[Collected data]
· · · ·

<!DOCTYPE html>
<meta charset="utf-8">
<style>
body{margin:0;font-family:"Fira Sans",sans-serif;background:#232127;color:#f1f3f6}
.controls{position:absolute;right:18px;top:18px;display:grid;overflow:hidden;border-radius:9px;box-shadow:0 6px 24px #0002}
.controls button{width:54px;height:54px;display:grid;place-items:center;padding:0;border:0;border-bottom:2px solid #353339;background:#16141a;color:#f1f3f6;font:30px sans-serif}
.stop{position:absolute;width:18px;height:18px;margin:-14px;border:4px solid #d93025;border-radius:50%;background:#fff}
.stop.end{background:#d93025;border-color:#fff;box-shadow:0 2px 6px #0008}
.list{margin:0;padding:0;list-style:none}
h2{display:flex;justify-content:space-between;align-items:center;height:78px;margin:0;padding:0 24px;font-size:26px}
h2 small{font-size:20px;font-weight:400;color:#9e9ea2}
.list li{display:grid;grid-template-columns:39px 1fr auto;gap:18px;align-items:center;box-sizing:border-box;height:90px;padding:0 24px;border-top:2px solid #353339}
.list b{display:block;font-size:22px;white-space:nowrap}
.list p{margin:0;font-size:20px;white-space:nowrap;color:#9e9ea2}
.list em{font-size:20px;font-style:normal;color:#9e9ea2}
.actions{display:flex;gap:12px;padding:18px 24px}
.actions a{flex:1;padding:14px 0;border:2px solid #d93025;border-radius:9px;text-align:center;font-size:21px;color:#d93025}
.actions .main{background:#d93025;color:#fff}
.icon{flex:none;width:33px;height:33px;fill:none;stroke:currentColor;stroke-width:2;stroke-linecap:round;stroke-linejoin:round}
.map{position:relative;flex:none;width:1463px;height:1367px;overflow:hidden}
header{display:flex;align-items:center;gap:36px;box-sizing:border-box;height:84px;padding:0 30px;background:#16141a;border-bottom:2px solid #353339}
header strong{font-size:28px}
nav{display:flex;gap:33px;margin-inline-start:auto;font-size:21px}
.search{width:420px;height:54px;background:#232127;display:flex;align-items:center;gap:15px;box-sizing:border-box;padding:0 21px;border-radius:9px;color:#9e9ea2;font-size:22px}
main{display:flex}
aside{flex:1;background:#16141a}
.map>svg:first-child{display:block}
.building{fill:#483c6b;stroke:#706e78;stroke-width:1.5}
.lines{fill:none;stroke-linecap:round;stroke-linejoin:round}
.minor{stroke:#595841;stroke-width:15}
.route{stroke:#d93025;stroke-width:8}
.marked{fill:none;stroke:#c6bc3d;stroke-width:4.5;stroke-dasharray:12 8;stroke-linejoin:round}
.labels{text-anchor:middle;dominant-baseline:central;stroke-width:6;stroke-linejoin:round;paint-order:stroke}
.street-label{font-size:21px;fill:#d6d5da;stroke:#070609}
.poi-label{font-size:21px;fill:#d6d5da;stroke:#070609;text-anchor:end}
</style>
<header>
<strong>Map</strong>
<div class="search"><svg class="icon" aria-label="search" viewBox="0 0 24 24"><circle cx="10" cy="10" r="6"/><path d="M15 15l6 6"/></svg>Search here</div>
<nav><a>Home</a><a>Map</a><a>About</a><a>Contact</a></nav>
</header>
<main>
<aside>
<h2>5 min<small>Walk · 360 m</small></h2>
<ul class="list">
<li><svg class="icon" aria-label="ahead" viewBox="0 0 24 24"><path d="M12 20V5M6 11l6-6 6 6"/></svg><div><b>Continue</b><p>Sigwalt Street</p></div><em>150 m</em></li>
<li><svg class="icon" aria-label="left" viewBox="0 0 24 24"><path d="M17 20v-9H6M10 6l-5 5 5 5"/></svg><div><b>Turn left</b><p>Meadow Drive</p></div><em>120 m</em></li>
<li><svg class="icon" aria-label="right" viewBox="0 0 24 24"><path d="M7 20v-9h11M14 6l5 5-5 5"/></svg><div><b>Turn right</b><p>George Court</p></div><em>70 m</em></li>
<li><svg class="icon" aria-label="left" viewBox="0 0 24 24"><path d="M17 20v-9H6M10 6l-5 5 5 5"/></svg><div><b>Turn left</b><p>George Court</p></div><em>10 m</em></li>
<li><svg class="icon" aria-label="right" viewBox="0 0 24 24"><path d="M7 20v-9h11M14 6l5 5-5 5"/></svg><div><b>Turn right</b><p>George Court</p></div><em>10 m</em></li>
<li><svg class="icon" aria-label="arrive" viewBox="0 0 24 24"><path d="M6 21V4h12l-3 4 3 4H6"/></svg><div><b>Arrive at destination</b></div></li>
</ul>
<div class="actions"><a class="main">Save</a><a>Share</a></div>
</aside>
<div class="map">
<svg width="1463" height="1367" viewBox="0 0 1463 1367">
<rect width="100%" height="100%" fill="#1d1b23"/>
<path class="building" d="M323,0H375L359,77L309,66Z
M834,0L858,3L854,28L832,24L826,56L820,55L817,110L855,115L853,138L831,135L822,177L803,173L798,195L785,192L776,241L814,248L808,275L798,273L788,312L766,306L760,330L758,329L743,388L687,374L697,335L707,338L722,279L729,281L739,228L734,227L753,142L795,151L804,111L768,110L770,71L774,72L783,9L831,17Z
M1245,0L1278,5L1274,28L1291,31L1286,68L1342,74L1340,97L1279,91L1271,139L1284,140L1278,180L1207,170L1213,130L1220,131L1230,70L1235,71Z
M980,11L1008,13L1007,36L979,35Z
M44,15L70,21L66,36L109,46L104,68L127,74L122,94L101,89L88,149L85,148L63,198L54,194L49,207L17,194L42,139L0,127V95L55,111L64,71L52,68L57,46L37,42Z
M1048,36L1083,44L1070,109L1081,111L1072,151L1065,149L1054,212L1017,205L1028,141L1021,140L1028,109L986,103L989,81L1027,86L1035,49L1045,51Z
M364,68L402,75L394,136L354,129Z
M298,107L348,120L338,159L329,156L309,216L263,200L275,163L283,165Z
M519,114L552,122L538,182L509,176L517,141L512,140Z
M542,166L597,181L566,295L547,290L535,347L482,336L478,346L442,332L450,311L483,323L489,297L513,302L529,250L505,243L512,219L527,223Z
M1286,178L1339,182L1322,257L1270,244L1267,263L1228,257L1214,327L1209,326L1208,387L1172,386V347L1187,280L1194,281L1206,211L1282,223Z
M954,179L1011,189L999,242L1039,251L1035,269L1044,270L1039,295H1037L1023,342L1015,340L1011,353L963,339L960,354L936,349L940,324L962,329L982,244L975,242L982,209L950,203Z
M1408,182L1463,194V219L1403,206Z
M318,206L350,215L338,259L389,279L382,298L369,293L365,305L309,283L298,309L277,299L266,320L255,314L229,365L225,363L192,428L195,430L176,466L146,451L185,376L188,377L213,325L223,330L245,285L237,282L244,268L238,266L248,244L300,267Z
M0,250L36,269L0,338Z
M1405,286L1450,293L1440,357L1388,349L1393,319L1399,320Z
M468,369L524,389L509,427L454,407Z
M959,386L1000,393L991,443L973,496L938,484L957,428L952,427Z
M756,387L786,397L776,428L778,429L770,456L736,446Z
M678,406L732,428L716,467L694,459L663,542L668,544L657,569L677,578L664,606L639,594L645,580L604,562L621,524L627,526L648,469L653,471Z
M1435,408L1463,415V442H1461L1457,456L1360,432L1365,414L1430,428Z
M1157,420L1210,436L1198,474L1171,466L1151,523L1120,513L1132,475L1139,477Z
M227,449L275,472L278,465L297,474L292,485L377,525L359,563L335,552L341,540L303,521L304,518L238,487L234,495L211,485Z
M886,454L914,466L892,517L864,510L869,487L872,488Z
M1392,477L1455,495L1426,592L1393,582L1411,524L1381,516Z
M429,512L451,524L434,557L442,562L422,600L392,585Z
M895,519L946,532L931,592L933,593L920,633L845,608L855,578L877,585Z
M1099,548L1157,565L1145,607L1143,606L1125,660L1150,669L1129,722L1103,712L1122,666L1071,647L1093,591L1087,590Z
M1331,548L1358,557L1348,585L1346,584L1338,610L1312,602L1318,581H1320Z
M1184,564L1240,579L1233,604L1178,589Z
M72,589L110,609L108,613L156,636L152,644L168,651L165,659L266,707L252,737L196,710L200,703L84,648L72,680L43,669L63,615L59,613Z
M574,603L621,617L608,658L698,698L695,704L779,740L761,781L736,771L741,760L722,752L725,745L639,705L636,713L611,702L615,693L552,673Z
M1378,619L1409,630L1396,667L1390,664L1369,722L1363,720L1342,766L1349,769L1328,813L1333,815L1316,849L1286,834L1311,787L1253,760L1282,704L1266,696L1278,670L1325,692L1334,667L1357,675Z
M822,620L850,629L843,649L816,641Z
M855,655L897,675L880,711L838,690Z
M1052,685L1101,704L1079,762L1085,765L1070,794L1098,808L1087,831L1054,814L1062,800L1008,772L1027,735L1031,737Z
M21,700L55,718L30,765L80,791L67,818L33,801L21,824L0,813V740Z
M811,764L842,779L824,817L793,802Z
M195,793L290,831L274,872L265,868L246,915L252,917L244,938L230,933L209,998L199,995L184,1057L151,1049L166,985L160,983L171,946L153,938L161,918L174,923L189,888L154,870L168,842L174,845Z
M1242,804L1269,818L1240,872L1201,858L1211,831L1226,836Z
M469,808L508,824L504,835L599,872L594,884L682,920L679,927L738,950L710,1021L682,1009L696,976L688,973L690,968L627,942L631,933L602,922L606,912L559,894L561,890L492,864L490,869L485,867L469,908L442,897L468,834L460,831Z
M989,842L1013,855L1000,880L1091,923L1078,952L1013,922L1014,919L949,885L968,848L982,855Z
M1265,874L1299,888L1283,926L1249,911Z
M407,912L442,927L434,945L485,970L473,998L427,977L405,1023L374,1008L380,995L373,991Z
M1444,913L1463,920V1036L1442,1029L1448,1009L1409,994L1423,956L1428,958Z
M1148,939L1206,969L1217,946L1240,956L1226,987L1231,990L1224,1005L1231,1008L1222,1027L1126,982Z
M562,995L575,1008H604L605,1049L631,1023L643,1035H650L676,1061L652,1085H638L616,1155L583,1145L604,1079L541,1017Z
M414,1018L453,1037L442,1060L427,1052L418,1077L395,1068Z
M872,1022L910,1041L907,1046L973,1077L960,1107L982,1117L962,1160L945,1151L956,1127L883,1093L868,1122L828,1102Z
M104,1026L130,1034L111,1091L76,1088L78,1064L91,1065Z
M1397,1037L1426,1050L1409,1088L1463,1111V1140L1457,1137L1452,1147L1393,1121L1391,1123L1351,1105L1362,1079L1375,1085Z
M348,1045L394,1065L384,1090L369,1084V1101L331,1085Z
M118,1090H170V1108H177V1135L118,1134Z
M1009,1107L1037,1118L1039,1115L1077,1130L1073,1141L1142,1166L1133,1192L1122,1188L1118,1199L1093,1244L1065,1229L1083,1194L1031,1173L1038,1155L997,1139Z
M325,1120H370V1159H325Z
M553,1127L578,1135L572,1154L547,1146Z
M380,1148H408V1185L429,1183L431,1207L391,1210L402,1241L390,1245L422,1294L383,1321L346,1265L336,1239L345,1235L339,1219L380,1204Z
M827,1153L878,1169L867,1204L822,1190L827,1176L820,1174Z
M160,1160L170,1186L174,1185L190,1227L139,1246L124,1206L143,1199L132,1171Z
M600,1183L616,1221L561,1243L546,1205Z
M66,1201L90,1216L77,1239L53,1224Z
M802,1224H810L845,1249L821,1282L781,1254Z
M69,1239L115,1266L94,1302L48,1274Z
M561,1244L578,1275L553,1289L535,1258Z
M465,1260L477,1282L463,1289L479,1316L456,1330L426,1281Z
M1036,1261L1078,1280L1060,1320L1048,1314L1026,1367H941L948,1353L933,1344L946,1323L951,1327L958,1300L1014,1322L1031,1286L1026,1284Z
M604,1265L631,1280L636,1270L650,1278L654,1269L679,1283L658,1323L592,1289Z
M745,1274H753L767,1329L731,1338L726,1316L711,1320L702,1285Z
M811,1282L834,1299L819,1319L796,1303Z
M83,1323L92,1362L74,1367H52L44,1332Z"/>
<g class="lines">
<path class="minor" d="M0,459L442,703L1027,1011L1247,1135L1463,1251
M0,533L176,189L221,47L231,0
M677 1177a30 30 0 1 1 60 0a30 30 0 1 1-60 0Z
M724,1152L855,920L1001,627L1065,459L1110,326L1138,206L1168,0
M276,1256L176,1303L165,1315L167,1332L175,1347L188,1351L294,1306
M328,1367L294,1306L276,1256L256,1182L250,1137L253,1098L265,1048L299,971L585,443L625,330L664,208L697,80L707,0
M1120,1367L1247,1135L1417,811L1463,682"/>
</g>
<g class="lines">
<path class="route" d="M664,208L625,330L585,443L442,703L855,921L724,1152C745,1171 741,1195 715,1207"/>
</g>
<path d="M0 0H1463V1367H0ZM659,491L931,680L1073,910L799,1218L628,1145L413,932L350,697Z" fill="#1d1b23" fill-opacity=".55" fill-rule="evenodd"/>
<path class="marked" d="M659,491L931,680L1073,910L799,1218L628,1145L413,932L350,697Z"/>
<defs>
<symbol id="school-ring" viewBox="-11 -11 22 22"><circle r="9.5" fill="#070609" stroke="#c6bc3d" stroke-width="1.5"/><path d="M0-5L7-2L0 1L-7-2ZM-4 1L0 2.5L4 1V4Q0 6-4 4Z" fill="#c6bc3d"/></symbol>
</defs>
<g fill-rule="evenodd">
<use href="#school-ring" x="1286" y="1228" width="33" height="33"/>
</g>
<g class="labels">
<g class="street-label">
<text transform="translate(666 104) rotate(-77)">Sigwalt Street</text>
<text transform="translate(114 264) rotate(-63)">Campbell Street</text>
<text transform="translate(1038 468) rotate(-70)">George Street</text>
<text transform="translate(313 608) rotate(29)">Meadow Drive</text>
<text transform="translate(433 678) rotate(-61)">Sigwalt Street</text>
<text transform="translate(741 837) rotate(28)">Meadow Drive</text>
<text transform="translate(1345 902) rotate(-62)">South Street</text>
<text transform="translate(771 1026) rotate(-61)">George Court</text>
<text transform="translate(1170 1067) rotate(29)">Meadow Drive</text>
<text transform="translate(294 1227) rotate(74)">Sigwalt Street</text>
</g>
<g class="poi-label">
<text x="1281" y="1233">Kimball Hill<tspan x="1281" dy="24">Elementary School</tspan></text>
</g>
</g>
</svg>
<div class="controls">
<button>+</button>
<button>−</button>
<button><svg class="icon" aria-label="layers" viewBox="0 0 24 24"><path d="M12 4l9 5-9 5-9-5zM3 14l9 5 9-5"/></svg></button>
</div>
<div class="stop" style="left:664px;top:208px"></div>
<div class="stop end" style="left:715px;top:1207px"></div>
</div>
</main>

· · · ·

* Aim of the exercise *
In the entries above, some lines hold the string "linecap". Copy each of them.

* Exercise output *
.icon{flex:none;width:33px;height:33px;fill:none;stroke:currentColor;stroke-width:2;stroke-linecap:round;stroke-linejoin:round}
.lines{fill:none;stroke-linecap:round;stroke-linejoin:round}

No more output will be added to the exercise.